» About this task: Only lines containing "lists" belong in the answer, each copied from the entries below.

** Dataset follows **

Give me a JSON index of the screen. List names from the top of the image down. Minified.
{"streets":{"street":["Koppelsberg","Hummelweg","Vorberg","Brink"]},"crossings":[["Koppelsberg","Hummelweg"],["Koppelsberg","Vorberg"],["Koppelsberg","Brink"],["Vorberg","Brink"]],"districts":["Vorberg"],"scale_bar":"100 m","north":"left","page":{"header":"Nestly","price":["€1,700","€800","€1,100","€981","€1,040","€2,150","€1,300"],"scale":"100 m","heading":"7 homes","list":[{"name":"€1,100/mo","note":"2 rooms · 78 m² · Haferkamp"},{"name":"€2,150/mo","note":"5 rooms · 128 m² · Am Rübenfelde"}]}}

** End of Dataset **
** Dataset follows **

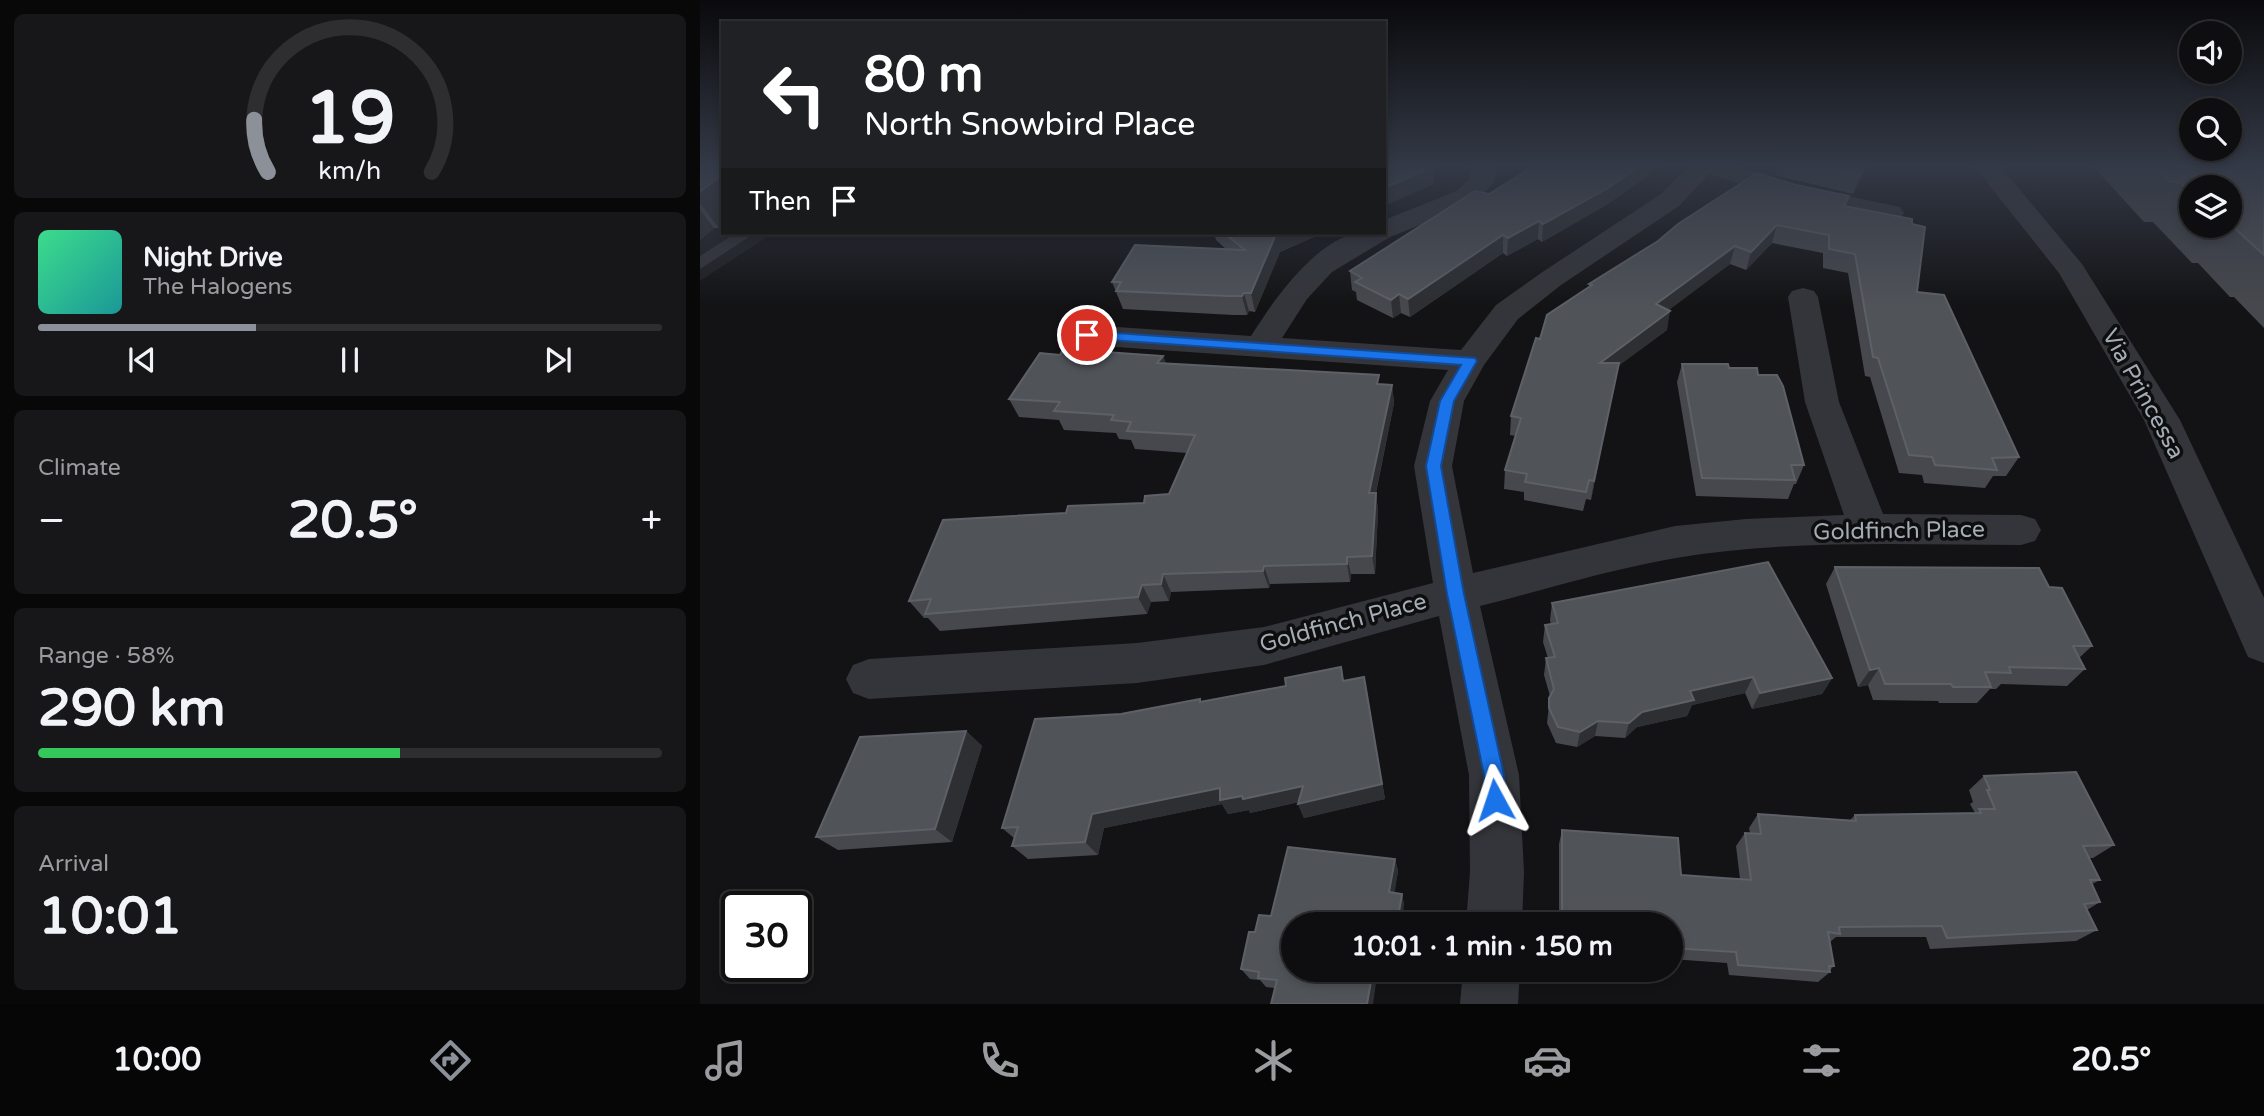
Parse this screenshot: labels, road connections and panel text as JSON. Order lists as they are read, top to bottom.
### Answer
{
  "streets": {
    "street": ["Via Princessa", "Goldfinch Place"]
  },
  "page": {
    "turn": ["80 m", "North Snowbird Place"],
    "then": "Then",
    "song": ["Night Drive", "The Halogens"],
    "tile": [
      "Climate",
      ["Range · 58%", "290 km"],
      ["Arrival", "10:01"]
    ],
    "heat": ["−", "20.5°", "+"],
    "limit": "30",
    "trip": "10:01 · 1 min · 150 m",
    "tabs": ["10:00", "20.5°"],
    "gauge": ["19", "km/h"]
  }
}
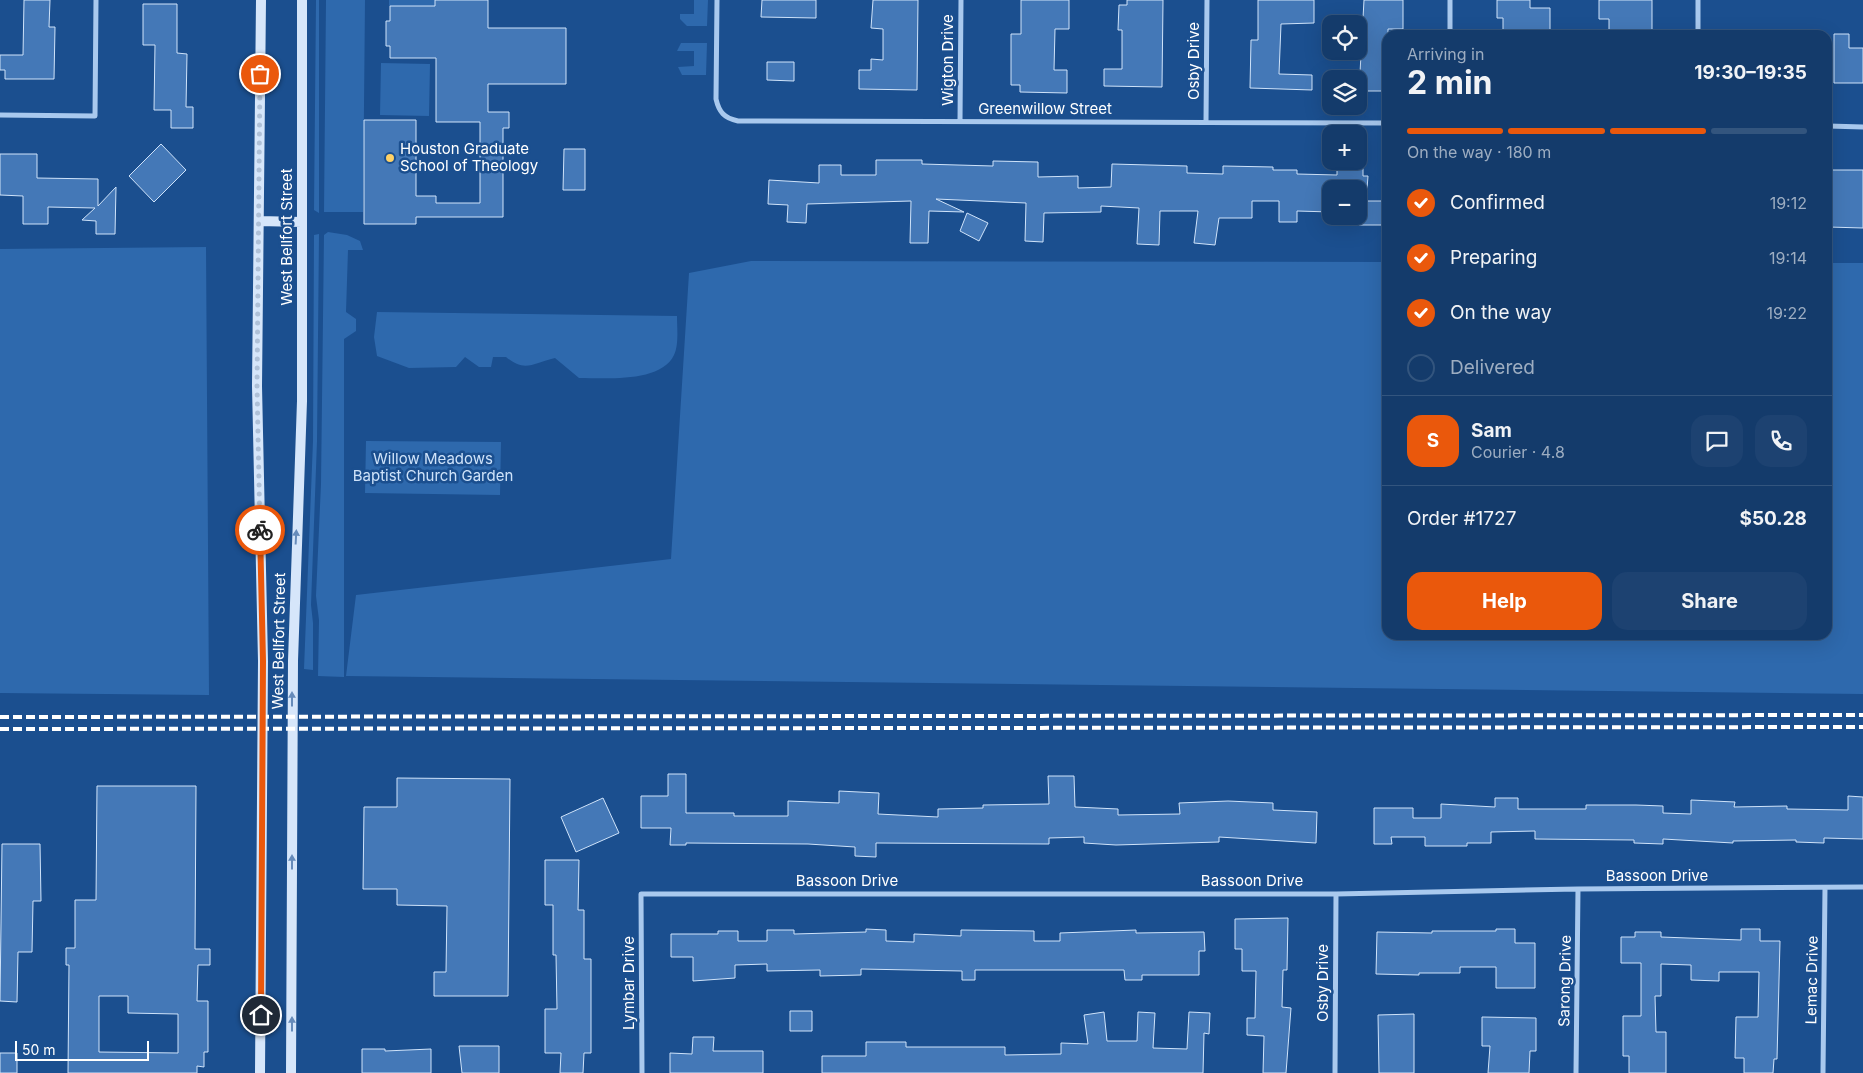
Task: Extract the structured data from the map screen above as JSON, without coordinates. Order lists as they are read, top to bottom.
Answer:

** End of Dataset **

» The completed task:
Parse this screenshot: labels, road connections and panel text as JSON. Order lists as they are read, top to bottom.
Task: Extract the structured data from the map screen above as JSON, without coordinates. Order lists as they are read, top to bottom.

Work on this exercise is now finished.